January 20, 2020

Writing on the Internet

After spending the latter half of the 2010s away from blogging, I finally realized what drew me to it in the first place.

“Blog” was always a loaded term. Inextricable as it was from the narcissism implied in self-publishing, even its etymology implied a special level of it: Why else keep a public “web log” unless you fancied the mundanities of your daily life so interesting that you thought others, even total strangers, would read it?

Musings, commentary, and essays were worse. Rather than imagining others to find your unedited memoirs worth following, you would need to imagine your observations and ideas to be novel enough for an audience to consume. Indeed, mine was the greater hubris!

I would like to think, at least, that it was not wholly misplaced. If you read Interuserface at its peak, you might have read a piece on owning shapes that got linked by Daring Fireball. A piece on “delayed passive confirmation” that was cited in a book by Lukas Mathis. Pieces not-inaccurately predicting Apple developments. I wrote on design, and for awhile, it worked. I enjoyed writing it, and at least a few people enjoyed reading it. And then, I can only surmise, my enjoyment ceased.

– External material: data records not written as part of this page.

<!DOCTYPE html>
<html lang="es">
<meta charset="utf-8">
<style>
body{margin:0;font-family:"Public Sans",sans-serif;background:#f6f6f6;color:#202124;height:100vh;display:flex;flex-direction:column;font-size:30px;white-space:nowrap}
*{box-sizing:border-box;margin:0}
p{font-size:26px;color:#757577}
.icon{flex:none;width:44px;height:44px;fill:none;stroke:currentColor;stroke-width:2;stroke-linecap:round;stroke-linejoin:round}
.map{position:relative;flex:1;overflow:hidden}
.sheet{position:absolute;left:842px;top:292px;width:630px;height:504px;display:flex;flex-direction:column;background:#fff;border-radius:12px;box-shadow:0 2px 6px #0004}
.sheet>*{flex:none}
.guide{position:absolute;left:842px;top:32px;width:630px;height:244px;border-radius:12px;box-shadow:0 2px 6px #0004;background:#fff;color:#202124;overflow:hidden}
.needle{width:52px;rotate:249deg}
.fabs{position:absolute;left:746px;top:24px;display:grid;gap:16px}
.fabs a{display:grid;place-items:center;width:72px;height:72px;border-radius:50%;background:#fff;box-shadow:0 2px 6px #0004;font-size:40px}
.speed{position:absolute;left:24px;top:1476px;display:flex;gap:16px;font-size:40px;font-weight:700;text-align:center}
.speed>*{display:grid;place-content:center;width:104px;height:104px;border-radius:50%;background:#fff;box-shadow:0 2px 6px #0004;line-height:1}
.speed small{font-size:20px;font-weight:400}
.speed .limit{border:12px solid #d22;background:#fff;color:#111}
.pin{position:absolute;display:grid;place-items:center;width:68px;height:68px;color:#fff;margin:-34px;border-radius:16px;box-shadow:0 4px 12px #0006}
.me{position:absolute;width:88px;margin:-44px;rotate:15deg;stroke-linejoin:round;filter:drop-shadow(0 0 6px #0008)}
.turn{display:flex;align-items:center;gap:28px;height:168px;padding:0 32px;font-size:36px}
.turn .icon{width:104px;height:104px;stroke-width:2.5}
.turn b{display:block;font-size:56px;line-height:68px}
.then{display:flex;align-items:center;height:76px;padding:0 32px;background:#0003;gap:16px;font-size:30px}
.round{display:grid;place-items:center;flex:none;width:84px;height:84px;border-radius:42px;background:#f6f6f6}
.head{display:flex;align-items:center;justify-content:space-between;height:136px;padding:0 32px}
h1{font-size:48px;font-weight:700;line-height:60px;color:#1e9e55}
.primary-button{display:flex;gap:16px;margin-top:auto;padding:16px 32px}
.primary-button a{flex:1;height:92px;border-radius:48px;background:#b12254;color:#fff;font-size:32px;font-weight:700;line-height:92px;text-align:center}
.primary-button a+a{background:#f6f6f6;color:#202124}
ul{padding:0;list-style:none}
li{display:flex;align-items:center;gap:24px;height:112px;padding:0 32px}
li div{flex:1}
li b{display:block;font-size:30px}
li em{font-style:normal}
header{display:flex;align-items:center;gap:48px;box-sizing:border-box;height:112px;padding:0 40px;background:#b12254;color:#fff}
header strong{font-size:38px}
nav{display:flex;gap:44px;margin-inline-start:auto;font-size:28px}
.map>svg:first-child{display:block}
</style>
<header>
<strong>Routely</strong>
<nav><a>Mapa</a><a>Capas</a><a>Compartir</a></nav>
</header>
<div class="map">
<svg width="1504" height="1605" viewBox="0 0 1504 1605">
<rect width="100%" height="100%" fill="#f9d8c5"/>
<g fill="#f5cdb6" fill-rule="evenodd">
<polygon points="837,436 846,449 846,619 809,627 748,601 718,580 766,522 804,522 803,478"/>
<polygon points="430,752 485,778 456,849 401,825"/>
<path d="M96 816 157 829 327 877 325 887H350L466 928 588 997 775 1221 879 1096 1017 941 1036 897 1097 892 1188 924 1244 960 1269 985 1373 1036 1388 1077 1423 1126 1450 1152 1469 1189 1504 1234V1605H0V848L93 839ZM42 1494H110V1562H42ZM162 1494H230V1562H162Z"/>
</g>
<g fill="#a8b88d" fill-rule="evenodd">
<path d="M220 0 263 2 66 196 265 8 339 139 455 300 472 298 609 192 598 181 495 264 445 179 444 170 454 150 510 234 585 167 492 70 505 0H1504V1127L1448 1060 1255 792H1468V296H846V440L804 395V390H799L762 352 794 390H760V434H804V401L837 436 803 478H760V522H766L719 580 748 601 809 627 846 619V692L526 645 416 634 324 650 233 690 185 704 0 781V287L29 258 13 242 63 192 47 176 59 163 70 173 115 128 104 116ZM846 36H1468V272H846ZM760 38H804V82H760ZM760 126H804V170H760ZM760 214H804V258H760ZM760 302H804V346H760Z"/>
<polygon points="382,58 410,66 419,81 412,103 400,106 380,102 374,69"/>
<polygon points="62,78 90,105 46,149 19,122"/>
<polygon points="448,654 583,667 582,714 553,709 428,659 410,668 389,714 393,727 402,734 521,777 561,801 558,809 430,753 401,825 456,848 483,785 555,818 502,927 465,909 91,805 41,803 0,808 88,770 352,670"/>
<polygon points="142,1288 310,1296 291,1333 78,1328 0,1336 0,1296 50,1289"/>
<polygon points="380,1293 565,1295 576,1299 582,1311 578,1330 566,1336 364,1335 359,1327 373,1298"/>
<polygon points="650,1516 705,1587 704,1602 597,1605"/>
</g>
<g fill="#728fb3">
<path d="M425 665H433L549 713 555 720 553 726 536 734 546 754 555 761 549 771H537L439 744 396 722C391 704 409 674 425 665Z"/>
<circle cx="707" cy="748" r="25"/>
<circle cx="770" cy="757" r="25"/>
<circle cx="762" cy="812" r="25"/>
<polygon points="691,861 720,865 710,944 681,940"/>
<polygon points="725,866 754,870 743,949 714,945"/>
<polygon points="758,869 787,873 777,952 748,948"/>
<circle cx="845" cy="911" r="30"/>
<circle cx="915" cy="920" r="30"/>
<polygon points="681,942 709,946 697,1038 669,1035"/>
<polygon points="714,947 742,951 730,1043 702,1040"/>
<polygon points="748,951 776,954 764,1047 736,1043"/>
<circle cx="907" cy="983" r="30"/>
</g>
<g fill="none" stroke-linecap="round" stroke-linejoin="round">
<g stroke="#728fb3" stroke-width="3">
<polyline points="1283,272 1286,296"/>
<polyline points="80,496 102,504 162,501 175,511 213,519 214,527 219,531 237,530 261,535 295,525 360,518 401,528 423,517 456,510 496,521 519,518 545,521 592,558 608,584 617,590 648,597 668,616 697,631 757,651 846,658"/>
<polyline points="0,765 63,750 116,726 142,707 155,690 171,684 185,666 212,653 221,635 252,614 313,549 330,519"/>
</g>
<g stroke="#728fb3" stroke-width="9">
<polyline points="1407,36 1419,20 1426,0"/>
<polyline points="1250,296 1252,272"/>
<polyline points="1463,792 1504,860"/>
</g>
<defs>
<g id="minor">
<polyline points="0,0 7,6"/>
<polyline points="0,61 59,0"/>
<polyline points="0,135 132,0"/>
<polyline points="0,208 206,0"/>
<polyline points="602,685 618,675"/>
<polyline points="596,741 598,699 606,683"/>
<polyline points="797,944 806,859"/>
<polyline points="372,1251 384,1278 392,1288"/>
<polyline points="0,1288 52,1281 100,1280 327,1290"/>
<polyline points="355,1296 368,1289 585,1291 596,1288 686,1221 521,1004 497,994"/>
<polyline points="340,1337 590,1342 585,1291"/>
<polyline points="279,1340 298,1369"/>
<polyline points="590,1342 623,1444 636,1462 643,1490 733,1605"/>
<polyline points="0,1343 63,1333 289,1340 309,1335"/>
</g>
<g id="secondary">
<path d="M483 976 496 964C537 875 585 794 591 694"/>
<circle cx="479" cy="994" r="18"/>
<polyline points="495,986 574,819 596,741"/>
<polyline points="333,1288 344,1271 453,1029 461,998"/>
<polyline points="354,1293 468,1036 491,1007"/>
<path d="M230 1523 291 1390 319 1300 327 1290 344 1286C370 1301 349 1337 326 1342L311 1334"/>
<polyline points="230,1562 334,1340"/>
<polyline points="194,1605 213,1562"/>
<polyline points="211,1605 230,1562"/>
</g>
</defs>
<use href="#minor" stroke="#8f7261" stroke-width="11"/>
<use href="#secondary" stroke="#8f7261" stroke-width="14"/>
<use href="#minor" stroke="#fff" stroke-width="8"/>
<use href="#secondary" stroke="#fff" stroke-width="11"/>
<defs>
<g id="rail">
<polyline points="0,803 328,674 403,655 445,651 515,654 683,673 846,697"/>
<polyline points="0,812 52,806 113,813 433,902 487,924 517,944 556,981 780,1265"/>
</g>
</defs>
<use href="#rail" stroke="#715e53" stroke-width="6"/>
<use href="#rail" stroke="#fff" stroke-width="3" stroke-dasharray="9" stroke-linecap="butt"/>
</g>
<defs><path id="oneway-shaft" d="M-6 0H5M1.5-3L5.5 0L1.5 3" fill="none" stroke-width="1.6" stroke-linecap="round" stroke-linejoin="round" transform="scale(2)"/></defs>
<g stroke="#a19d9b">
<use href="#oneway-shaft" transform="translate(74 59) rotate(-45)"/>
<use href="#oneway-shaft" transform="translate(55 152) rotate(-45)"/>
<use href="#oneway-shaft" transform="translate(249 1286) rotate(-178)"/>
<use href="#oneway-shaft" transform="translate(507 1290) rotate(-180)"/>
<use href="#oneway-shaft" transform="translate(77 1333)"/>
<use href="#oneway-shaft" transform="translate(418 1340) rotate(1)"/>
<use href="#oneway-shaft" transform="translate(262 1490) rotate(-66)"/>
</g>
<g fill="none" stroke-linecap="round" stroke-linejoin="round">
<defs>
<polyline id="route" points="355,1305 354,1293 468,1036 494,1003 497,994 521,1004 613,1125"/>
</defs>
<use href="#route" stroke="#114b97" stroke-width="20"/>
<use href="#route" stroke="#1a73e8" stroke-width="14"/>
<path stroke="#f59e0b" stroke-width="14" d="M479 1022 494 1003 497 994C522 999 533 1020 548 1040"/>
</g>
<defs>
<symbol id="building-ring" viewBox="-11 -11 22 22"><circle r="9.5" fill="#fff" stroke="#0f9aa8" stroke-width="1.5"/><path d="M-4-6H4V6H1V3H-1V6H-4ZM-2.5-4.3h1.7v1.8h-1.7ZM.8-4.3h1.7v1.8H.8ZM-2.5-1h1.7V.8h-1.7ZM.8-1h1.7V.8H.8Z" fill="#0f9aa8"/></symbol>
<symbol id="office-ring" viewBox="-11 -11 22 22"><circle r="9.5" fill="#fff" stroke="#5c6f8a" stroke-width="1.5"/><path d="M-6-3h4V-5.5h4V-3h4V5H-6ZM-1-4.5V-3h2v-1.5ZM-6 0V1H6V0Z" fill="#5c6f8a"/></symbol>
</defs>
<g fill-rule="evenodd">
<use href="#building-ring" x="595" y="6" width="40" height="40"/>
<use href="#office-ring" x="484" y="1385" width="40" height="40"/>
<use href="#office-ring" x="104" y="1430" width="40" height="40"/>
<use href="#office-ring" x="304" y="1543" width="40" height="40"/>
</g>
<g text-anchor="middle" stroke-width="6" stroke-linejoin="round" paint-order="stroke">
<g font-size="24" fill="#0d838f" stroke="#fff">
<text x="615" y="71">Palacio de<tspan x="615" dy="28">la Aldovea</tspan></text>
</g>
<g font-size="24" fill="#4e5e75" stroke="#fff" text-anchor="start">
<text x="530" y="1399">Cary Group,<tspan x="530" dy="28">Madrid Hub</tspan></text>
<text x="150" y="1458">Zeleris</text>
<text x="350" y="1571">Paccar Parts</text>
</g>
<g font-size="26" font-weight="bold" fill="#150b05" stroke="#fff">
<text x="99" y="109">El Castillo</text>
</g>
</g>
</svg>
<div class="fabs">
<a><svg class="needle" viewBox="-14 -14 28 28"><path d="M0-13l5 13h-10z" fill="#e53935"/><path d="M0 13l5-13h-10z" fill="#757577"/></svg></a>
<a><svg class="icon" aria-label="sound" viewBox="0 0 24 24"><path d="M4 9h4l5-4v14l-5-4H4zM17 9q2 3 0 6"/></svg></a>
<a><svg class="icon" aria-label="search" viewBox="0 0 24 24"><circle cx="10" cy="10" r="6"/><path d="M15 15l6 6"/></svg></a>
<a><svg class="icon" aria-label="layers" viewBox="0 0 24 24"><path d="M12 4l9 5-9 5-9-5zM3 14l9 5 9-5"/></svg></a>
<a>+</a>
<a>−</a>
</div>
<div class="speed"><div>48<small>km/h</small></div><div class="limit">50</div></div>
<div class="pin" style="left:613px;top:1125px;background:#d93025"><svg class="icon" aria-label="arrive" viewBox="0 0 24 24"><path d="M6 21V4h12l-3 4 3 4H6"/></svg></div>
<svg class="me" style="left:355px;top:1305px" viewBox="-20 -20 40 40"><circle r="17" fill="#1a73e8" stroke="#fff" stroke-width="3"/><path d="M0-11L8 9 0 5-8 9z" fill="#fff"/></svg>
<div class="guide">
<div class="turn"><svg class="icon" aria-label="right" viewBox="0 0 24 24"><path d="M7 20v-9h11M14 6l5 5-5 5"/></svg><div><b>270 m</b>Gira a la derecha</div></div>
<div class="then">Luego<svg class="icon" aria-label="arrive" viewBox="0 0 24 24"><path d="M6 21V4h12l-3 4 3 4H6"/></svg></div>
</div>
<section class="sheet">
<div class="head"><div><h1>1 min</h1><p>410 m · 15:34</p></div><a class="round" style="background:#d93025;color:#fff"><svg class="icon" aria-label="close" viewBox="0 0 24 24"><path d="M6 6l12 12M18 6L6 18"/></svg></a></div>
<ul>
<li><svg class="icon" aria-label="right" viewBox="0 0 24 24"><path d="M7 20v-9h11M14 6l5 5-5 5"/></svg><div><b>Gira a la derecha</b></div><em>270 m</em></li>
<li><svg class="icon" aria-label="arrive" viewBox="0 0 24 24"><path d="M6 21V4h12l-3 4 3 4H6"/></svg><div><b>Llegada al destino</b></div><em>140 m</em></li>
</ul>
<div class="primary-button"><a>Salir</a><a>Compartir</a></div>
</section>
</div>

I love writing. I love reading good writing. So why did I stop blogging? I continued to tweet and write comments on Hacker News, so it wasn’t for lack of things upon which to opine or the motivation to do so. I wrote at least one Medium piece on something so niche that a new version of the software it was written about has since rendered the point moot. But why not write at Interuserface?

What I’ve learned is that for me to enjoy writing, it cannot be caught up in my own expectations around its audience. I realized that I’d painted myself into a corner with Interuserface, where each new article had to meet a certain set of criteria to be on-brand, to engage with what I imagined the audience to be. What I really wanted was to write in a way not particularly calculated to burnish any pretensions of being smart, iconoclastic, or a “thought leader” – to write, in other words, for enjoyment.

Interuserface was a blog about design. It will remain so, but now also so much more. If I am to cultivate a new specialty, perhaps it will be in cold takes. There is, among other things, a critically-acclaimed movie that came out in 2014 for which I have been biding my time to write the ultimate contrarian review.

I do not imagine that I will abandon other media, be they tweetstorms or HN comments. But there is something liberating about writing away from these more interactive venues. A blog is a place you can call your own; it is home. It is where the heart is.